What needs to be done
Return the whole listing exactly, omitting the pictures.

========================================================================

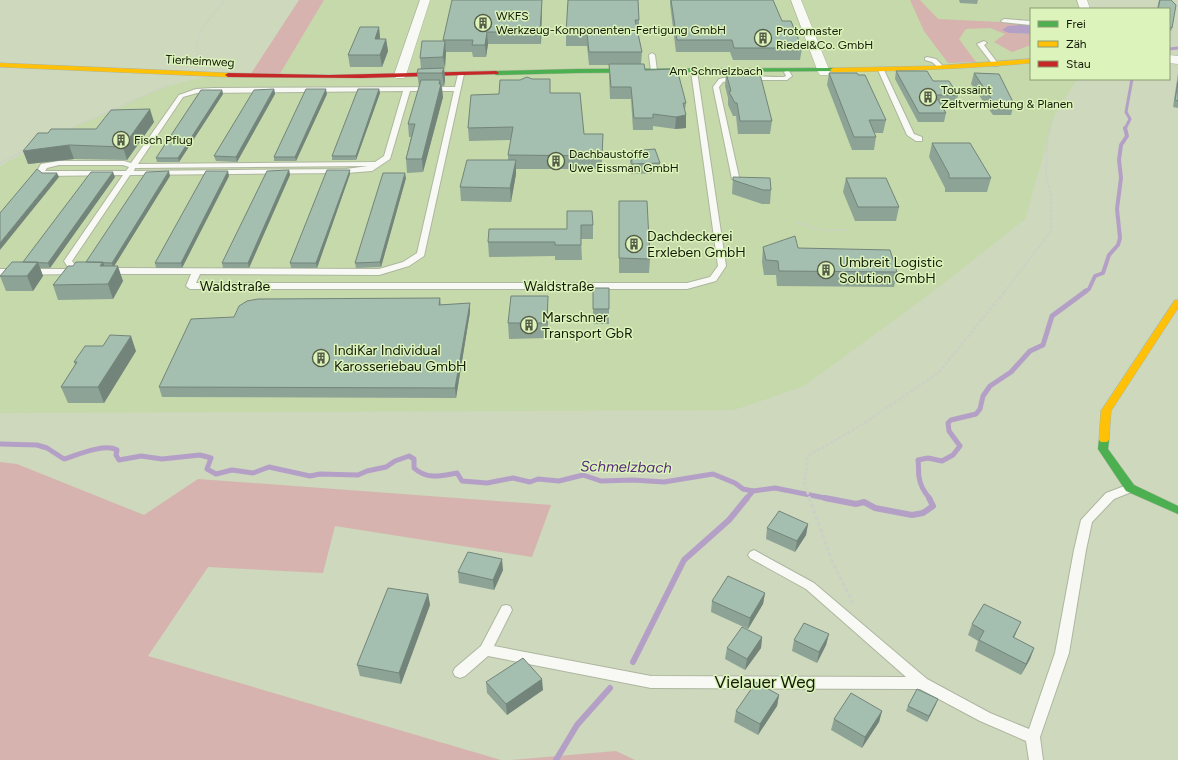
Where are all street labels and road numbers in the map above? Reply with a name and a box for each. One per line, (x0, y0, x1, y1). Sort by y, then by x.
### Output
street label: Tierheimweg (165, 52, 235, 70)
street label: Am Schmelzbach (669, 64, 763, 78)
street label: Waldstraße (200, 278, 271, 295)
street label: Waldstraße (524, 278, 595, 295)
street label: Vielauer Weg (714, 672, 816, 692)

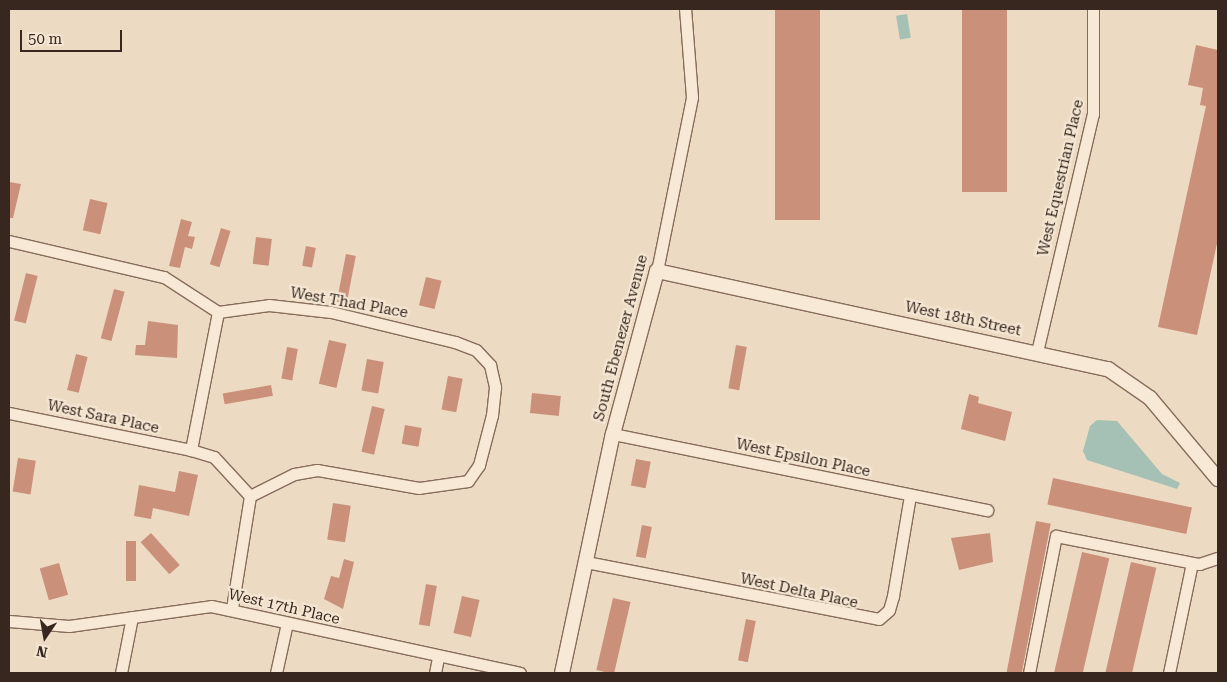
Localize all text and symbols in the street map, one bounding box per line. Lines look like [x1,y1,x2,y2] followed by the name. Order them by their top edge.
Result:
[22,20,125,52] scale bar
[28,30,62,48] text: 50 m
[1034,98,1088,258] street label: West Equestrian Place
[590,253,652,423] street label: South Ebenezer Avenue
[289,284,409,322] street label: West Thad Place
[903,298,1023,340] street label: West 18th Street
[46,396,160,438] street label: West Sara Place
[734,435,872,481] street label: West Epsilon Place
[738,570,860,612] street label: West Delta Place
[226,585,342,629] street label: West 17th Place
[20,612,70,662] north arrow
[35,643,49,661] text: N

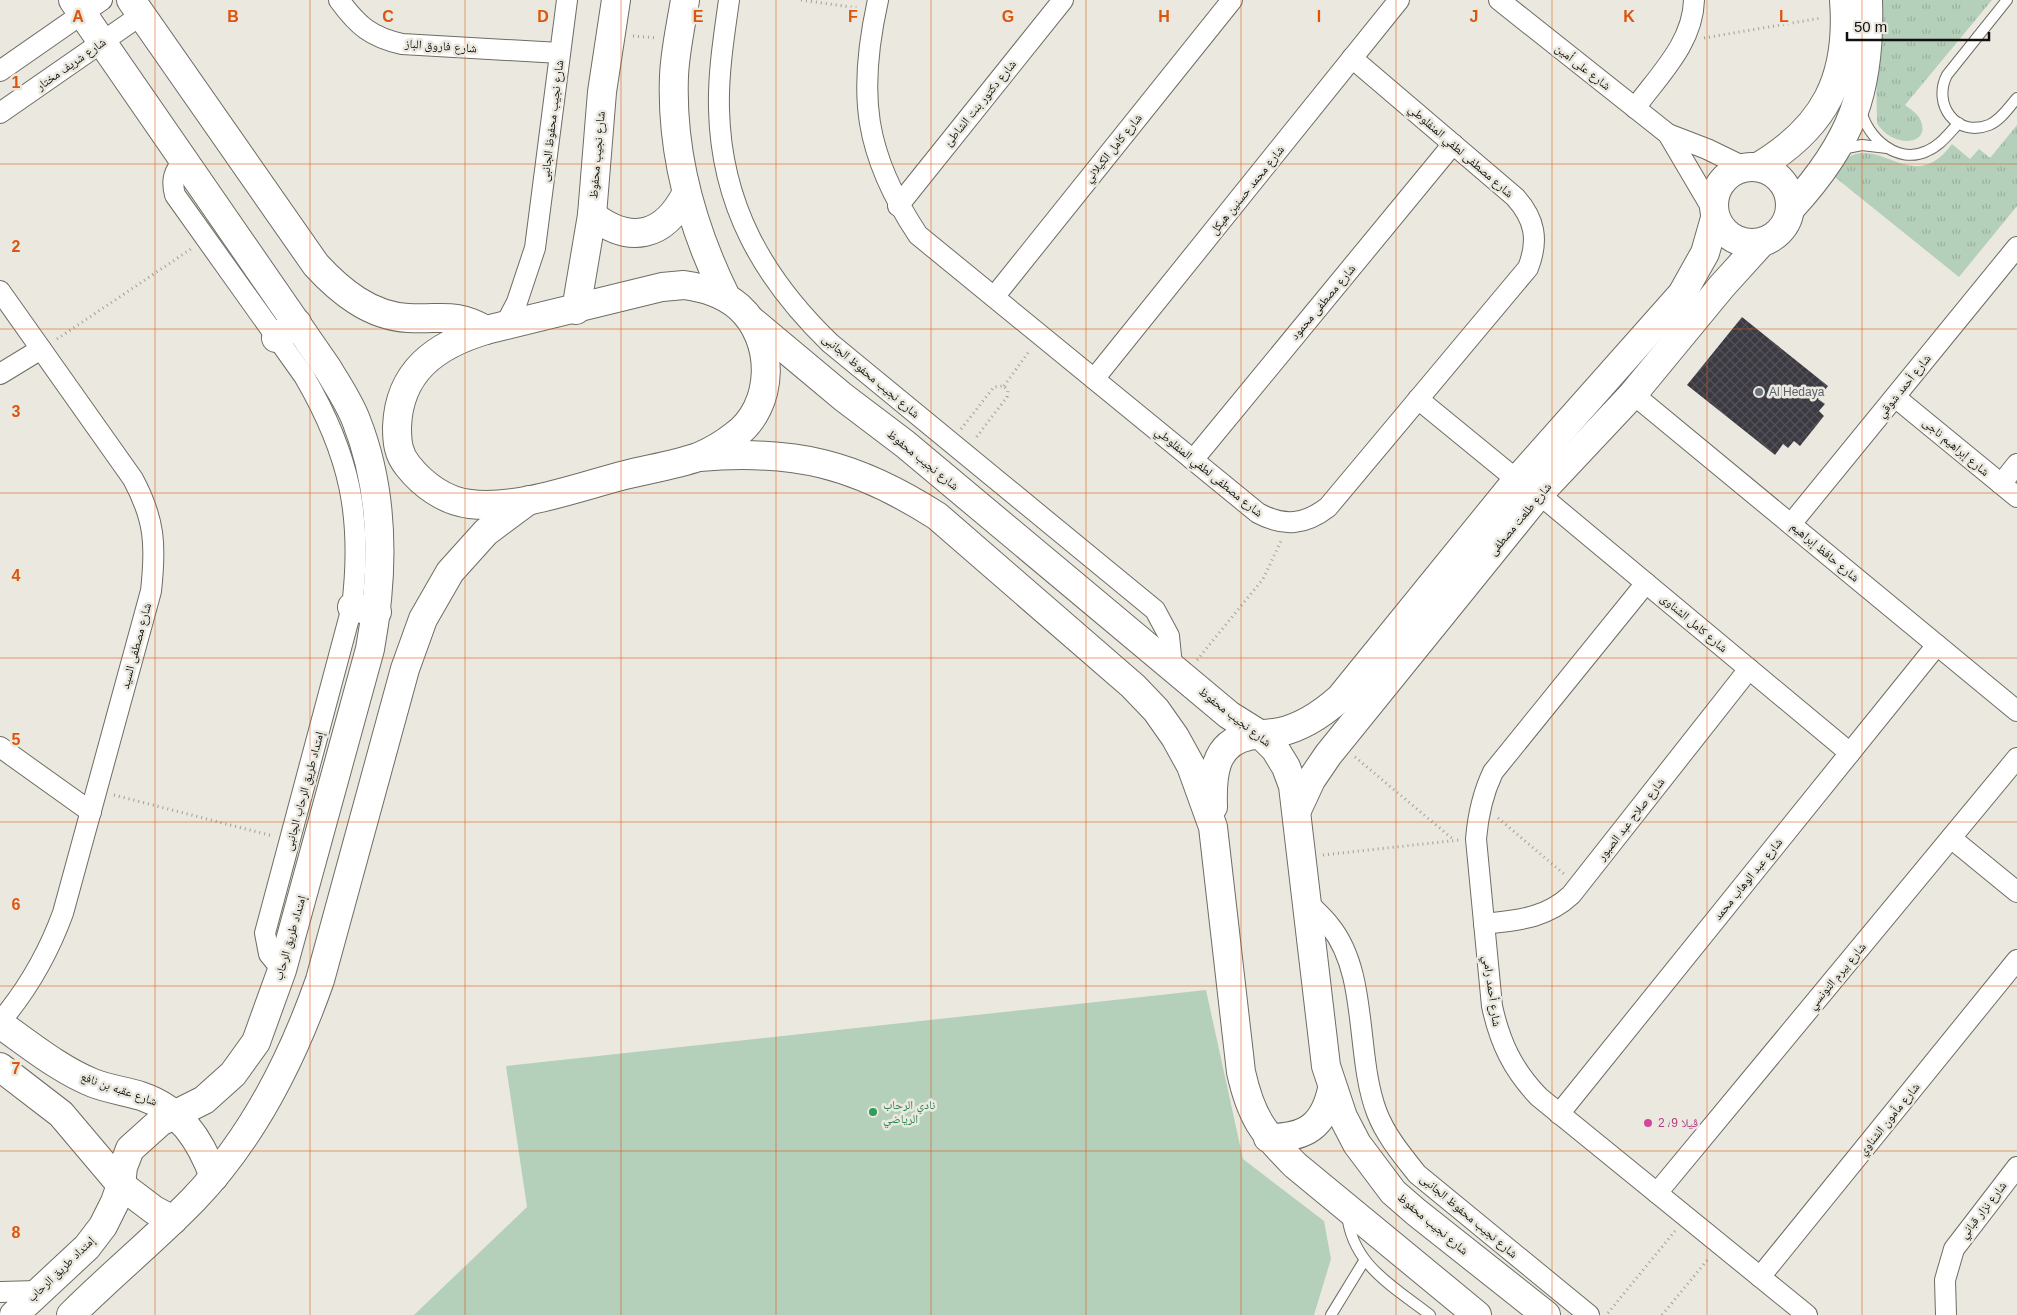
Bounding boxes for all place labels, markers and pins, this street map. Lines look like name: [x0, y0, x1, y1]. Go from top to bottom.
place label: Al Hedaya: [1769, 385, 1825, 399]
marker: Al Hedaya: [1753, 386, 1765, 398]
place label: نادي الرحاب الرياضي: [883, 1098, 935, 1129]
marker: نادي الرحاب الرياضي: [867, 1106, 879, 1118]
place label: ڤيلا 9/ 2: [1658, 1116, 1698, 1130]
marker: ڤيلا 9/ 2: [1642, 1117, 1654, 1129]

========================================================================

Response to this exercise
Where are all street labels and road numbers in the map above? Reply with a name and a box for each. One per line, (x0, y0, x1, y1). Sort by y, then by x.
### Output
street label: Tierheimweg (165, 52, 235, 70)
street label: Am Schmelzbach (669, 64, 763, 78)
street label: Waldstraße (200, 278, 271, 295)
street label: Waldstraße (524, 278, 595, 295)
street label: Vielauer Weg (714, 672, 816, 692)

Localize all text and symbols in the street map, one bounding box per line. Lines look like [x1,y1,x2,y2] followed by the name. Order them by their top edge.
Result:
[22,20,125,52] scale bar
[28,30,62,48] text: 50 m
[1034,98,1088,258] street label: West Equestrian Place
[590,253,652,423] street label: South Ebenezer Avenue
[289,284,409,322] street label: West Thad Place
[903,298,1023,340] street label: West 18th Street
[46,396,160,438] street label: West Sara Place
[734,435,872,481] street label: West Epsilon Place
[738,570,860,612] street label: West Delta Place
[226,585,342,629] street label: West 17th Place
[20,612,70,662] north arrow
[35,643,49,661] text: N

Bounding boxes for all place labels, markers and pins, this street map. Lines look like name: [x0, y0, x1, y1]. Go from top to bottom.
place label: Al Hedaya: [1769, 385, 1825, 399]
marker: Al Hedaya: [1753, 386, 1765, 398]
place label: نادي الرحاب الرياضي: [883, 1098, 935, 1129]
marker: نادي الرحاب الرياضي: [867, 1106, 879, 1118]
place label: ڤيلا 9/ 2: [1658, 1116, 1698, 1130]
marker: ڤيلا 9/ 2: [1642, 1117, 1654, 1129]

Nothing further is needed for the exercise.